Senza tener conto di chi non ha digerito il successo planetario dei tre mocciosetti del programma tv di Antonella Clerici e la conquista degli USA, dobbiamo rassegnarci al fatto che in Italia abbiamo delle penne malate di Alzheimer. Si tratta delle medesime biro che, abusando del loro inchiostro, pensano ancora di vivere ai tempi in cui segnavano il bello e il cattivo tempo della discografia.
Per fortuna o per sfortuna oggi ci sono i social media, non soltanto territorio di clowneria e nefandezza ma anche di competenza, la stessa che ha l’orecchio lungo e riconosce il talento di Il Volo. Le penne malate di Alzheimer hanno esaurito l’inchiostro a supporto di mediocri pianisti contemporanei, facendoli passare come geni incompresi, e non ne hanno più a dispozione per riconoscere la bravura di questo trio?
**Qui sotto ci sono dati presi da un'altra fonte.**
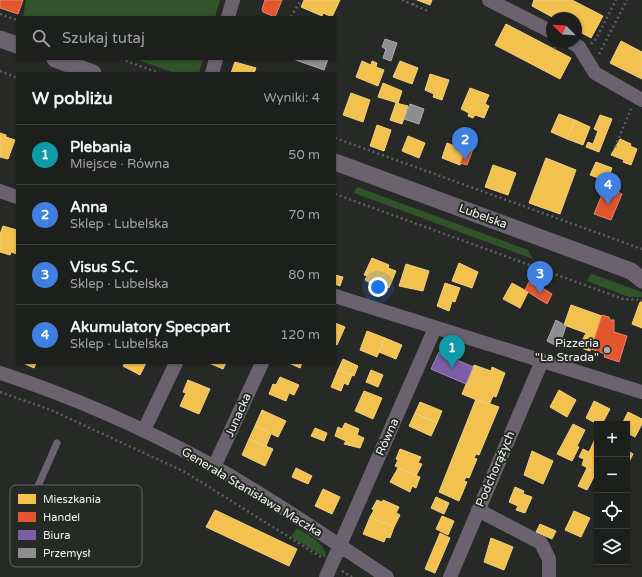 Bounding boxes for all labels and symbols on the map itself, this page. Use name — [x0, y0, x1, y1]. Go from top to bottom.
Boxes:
north arrow — [546, 12, 582, 48]
pin: 2 — [452, 127, 478, 160]
pin: 4 — [595, 172, 621, 205]
street label: Lubelska — [457, 201, 509, 231]
pin: 3 — [527, 261, 553, 294]
your location — [368, 277, 388, 297]
pin: 1 — [439, 335, 465, 368]
place label: Pizzeria "La Strada" — [535, 336, 599, 364]
marker: Pizzeria "La Strada" — [602, 345, 612, 355]
street label: Junacka — [222, 391, 254, 439]
street label: Równa — [373, 416, 401, 458]
street label: Podchorążych — [473, 429, 517, 509]
street label: Generała Stanisława Maczka — [179, 444, 325, 540]
legend — [10, 485, 142, 567]
text: Mieszkania — [43, 493, 101, 506]
text: Handel — [43, 511, 80, 524]
text: Biura — [43, 529, 70, 542]
text: Przemysł — [43, 547, 90, 560]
Consapevoli da una parte che i Festival di Sanremo dei Modugno, dei Dallara, dei Latilla, dei Villa, dei Rascel, degli Endrigo, dei Tenco o dei Gaetano non torneranno mai più, dall’altra ci opponiamo a questi ciarlatani da corridoio perché Barone, Boschetto e Ginoble possono fare un miracolo con le loro romanze pop: far avvicinare i ventenni alla lirica, ricordando loro che la radice della musica è tutta lì.
La mia generazione fece il grande passo scoprendo Luciano Pavarotti, l’antesignano di quella fusione magistrale tra lirica e pop. E me ne resi conto il 30 luglio 1991 quando, all’uscita da una merenda all’Hard Rock Cafè di Londra, mi ritrovai il grande tenore che cantava sotto la pioggia ad Hyde Park. Ebbi la fortuna di ascoltare quel concerto gratuito che in parte avrebbe compromesso alcune mie scelte musicali future.
Il Volo sono l’unico sollievo di questo Sanremo avaro che dimenticheremo in fretta, forse il peggiore musicalmente di tutte le edizioni. Se proprio dobbiamo salvare una baby band, teniamo loro e buttiamo giù dalla torre i Dear Jack, flop del filone della tribù della De Filippi.
Pietro, Ignazio e Gianluca hanno talento ma devono sapere che l’umiltà è necessaria per crescere. La strada per guadarsi un posto nella storia della musica è ancora lunga, faticosa, tortuosa e il pericolo che il successo negli USA li abbia montati la testa è dietro l’angolo.
Le braccia spalancate di Mimmo Modugno sulle note di Volare fecero il giro del mondo. E questa Grande amore? Nonostante resti una romanza pop di serie B avrà il pregio di ricordare all’estero che l’Italia – ed in particolare Abruzzo e Sicilia, le regioni che li hanno partoriti – non è solo corruzione e volgarità ma è ancora culla di ragazzi entusiasti, capaci di assistere con la passione il faticoso cammino per le nuove generazioni, orfane della grande musica che fu.